Estas 25 embarcações estão representadas pelas associações de Pesca Profissional do rio Minho e Mar e de Pescadores Profissionais e Desportivos de Vila Praia de Âncora, e os 24 barcos de Castelo de Neiva, no concelho de Viana do Castelo, estão representados pela Associação de Pescadores Profissionais de Esposende.

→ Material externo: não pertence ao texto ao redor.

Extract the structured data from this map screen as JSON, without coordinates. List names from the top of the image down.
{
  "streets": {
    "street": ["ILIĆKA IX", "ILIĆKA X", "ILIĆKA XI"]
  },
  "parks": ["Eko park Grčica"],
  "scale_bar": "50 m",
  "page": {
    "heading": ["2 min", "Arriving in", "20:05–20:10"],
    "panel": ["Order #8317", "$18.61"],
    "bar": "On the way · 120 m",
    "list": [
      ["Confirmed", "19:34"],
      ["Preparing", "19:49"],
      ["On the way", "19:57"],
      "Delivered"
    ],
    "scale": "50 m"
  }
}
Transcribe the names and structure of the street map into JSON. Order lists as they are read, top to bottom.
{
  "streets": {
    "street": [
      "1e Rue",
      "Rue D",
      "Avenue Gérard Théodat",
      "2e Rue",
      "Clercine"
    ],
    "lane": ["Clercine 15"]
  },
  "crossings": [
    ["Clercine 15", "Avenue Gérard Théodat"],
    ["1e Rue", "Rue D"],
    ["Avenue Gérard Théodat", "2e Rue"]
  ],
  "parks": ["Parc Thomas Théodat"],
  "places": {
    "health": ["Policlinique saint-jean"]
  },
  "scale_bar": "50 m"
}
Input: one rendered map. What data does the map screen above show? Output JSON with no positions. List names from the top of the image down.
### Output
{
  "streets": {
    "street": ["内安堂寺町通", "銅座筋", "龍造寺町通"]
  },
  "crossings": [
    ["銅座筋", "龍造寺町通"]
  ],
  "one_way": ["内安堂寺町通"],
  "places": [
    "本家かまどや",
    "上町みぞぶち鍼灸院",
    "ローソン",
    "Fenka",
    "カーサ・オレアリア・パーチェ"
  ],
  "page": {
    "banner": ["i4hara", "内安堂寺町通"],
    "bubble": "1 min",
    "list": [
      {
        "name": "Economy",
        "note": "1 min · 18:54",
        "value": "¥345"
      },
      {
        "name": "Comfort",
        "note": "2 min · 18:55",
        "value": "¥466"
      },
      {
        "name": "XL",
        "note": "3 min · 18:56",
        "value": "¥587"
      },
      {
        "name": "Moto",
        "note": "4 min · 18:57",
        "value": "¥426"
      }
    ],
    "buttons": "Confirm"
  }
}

Em causa está o Windfloat Atlantic (WFA), um projeto de uma central eólica ‘offshore’ (no mar), em Viana do Castelo, orçado em 125 milhões de euros, coordenado pela EDP, através da EDP Renováveis, e que integra o parceiro tecnológico Principle Power, a Repsol, a capital de risco Portugal Ventures e a metalúrgica A. Silva Matos.
Anteriormente, o Windplus, consórcio titular da Utilização do Espaço Marítimo Nacional, negociou uma compensação de um milhão de euros com 16 armadores de pesca costeira potencialmente afetados pela instalação do parque.

Em agosto, o presidente da Câmara de Viana do Castelo informou ter sido também decidida uma compensação financeira de meio milhão de euros às 28 embarcações de pesca local diretamente afetadas pela instalação do cabo submarino que vai ligar o parque eólico flutuante à rede, instalada no território daquele concelho do Alto Minho, sendo que, dos 500 mil euros, 400 são suportados pela Rede Elétrica Nacional (REN) e os restantes 100 mil euros pela EDP Renováveis.

Estes homens do mar que se sentem injustiçados anunciaram que vão amanhã fazer um protesto em Viana do Castelo, durante um comício do PS, que prevê a participação do secretário-geral do partido, António Costa. Mas, segundo sabemos se nada estes pescadores avançarão com uma providência cautelar e com um boicote às eleições legislativas.

“Exigimos ser compensados e ser tidos em conta nesta situação. Exigimos o mesmo tratamento dado às outras embarcações. O dinheiro não é importante. O importante é saberem que há embarcações que estão a ser gravemente prejudicadas. Que há mais de 400 pessoas que são sustentadas por estas embarcações e que têm o futuro em risco”, afirmou o presidente da Associação de Pesca Profissional do Rio Minho e Mar, Augusto Porto.